WHAT THE TASK REQUIRES:
Your answer must be the full listing below, repeated exactly.

LISTED RECORDS:
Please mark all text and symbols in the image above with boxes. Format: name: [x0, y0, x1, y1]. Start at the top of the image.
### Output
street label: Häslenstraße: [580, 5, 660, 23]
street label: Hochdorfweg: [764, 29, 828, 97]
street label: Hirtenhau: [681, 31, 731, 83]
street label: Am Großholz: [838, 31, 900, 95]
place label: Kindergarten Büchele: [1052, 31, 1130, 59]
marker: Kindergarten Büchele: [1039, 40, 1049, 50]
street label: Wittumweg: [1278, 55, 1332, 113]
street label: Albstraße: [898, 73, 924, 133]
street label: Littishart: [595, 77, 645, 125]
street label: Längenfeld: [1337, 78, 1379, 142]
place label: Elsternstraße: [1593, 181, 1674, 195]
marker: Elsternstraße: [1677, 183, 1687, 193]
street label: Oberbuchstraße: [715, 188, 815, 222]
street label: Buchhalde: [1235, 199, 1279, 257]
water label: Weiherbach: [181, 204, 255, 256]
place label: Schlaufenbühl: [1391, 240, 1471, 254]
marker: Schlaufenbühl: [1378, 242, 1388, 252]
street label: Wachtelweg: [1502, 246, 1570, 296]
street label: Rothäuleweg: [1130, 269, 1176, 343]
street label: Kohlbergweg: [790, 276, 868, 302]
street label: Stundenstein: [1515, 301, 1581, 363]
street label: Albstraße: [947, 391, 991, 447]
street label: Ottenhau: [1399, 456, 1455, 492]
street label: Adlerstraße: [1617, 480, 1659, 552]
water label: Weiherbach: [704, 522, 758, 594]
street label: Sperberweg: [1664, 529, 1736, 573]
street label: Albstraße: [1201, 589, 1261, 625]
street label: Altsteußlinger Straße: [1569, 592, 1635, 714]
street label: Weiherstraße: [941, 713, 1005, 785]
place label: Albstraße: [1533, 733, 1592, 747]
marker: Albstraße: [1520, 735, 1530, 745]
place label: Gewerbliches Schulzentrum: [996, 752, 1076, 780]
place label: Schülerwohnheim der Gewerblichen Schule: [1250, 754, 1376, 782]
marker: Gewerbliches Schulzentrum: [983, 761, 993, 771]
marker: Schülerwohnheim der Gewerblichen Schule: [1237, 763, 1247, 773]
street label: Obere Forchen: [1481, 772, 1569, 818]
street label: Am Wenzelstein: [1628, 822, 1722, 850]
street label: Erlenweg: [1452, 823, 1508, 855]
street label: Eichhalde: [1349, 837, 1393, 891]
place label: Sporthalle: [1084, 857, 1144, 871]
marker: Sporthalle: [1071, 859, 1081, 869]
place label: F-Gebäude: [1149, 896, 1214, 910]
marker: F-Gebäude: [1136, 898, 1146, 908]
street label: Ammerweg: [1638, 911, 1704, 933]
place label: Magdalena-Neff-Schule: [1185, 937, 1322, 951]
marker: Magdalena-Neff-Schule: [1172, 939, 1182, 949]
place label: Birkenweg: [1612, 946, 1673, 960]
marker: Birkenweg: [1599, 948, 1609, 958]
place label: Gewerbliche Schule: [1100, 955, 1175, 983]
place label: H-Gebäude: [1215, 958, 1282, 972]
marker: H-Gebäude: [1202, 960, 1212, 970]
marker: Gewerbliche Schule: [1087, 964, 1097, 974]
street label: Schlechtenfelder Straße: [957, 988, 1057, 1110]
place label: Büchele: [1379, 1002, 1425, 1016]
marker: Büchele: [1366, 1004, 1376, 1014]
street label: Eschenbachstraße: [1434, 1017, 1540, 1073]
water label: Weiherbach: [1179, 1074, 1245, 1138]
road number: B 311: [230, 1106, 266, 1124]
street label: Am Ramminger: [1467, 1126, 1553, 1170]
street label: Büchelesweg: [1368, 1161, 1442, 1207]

TASK ANSWER:
Please mark all text and symbols in the image above with boxes. Format: name: [x0, y0, x1, y1]. Start at the top of the image.
### Output
street label: Häslenstraße: [580, 5, 660, 23]
street label: Hochdorfweg: [764, 29, 828, 97]
street label: Hirtenhau: [681, 31, 731, 83]
street label: Am Großholz: [838, 31, 900, 95]
place label: Kindergarten Büchele: [1052, 31, 1130, 59]
marker: Kindergarten Büchele: [1039, 40, 1049, 50]
street label: Wittumweg: [1278, 55, 1332, 113]
street label: Albstraße: [898, 73, 924, 133]
street label: Littishart: [595, 77, 645, 125]
street label: Längenfeld: [1337, 78, 1379, 142]
place label: Elsternstraße: [1593, 181, 1674, 195]
marker: Elsternstraße: [1677, 183, 1687, 193]
street label: Oberbuchstraße: [715, 188, 815, 222]
street label: Buchhalde: [1235, 199, 1279, 257]
water label: Weiherbach: [181, 204, 255, 256]
place label: Schlaufenbühl: [1391, 240, 1471, 254]
marker: Schlaufenbühl: [1378, 242, 1388, 252]
street label: Wachtelweg: [1502, 246, 1570, 296]
street label: Rothäuleweg: [1130, 269, 1176, 343]
street label: Kohlbergweg: [790, 276, 868, 302]
street label: Stundenstein: [1515, 301, 1581, 363]
street label: Albstraße: [947, 391, 991, 447]
street label: Ottenhau: [1399, 456, 1455, 492]
street label: Adlerstraße: [1617, 480, 1659, 552]
water label: Weiherbach: [704, 522, 758, 594]
street label: Sperberweg: [1664, 529, 1736, 573]
street label: Albstraße: [1201, 589, 1261, 625]
street label: Altsteußlinger Straße: [1569, 592, 1635, 714]
street label: Weiherstraße: [941, 713, 1005, 785]
place label: Albstraße: [1533, 733, 1592, 747]
marker: Albstraße: [1520, 735, 1530, 745]
place label: Gewerbliches Schulzentrum: [996, 752, 1076, 780]
place label: Schülerwohnheim der Gewerblichen Schule: [1250, 754, 1376, 782]
marker: Gewerbliches Schulzentrum: [983, 761, 993, 771]
marker: Schülerwohnheim der Gewerblichen Schule: [1237, 763, 1247, 773]
street label: Obere Forchen: [1481, 772, 1569, 818]
street label: Am Wenzelstein: [1628, 822, 1722, 850]
street label: Erlenweg: [1452, 823, 1508, 855]
street label: Eichhalde: [1349, 837, 1393, 891]
place label: Sporthalle: [1084, 857, 1144, 871]
marker: Sporthalle: [1071, 859, 1081, 869]
place label: F-Gebäude: [1149, 896, 1214, 910]
marker: F-Gebäude: [1136, 898, 1146, 908]
street label: Ammerweg: [1638, 911, 1704, 933]
place label: Magdalena-Neff-Schule: [1185, 937, 1322, 951]
marker: Magdalena-Neff-Schule: [1172, 939, 1182, 949]
place label: Birkenweg: [1612, 946, 1673, 960]
marker: Birkenweg: [1599, 948, 1609, 958]
place label: Gewerbliche Schule: [1100, 955, 1175, 983]
place label: H-Gebäude: [1215, 958, 1282, 972]
marker: H-Gebäude: [1202, 960, 1212, 970]
marker: Gewerbliche Schule: [1087, 964, 1097, 974]
street label: Schlechtenfelder Straße: [957, 988, 1057, 1110]
place label: Büchele: [1379, 1002, 1425, 1016]
marker: Büchele: [1366, 1004, 1376, 1014]
street label: Eschenbachstraße: [1434, 1017, 1540, 1073]
water label: Weiherbach: [1179, 1074, 1245, 1138]
road number: B 311: [230, 1106, 266, 1124]
street label: Am Ramminger: [1467, 1126, 1553, 1170]
street label: Büchelesweg: [1368, 1161, 1442, 1207]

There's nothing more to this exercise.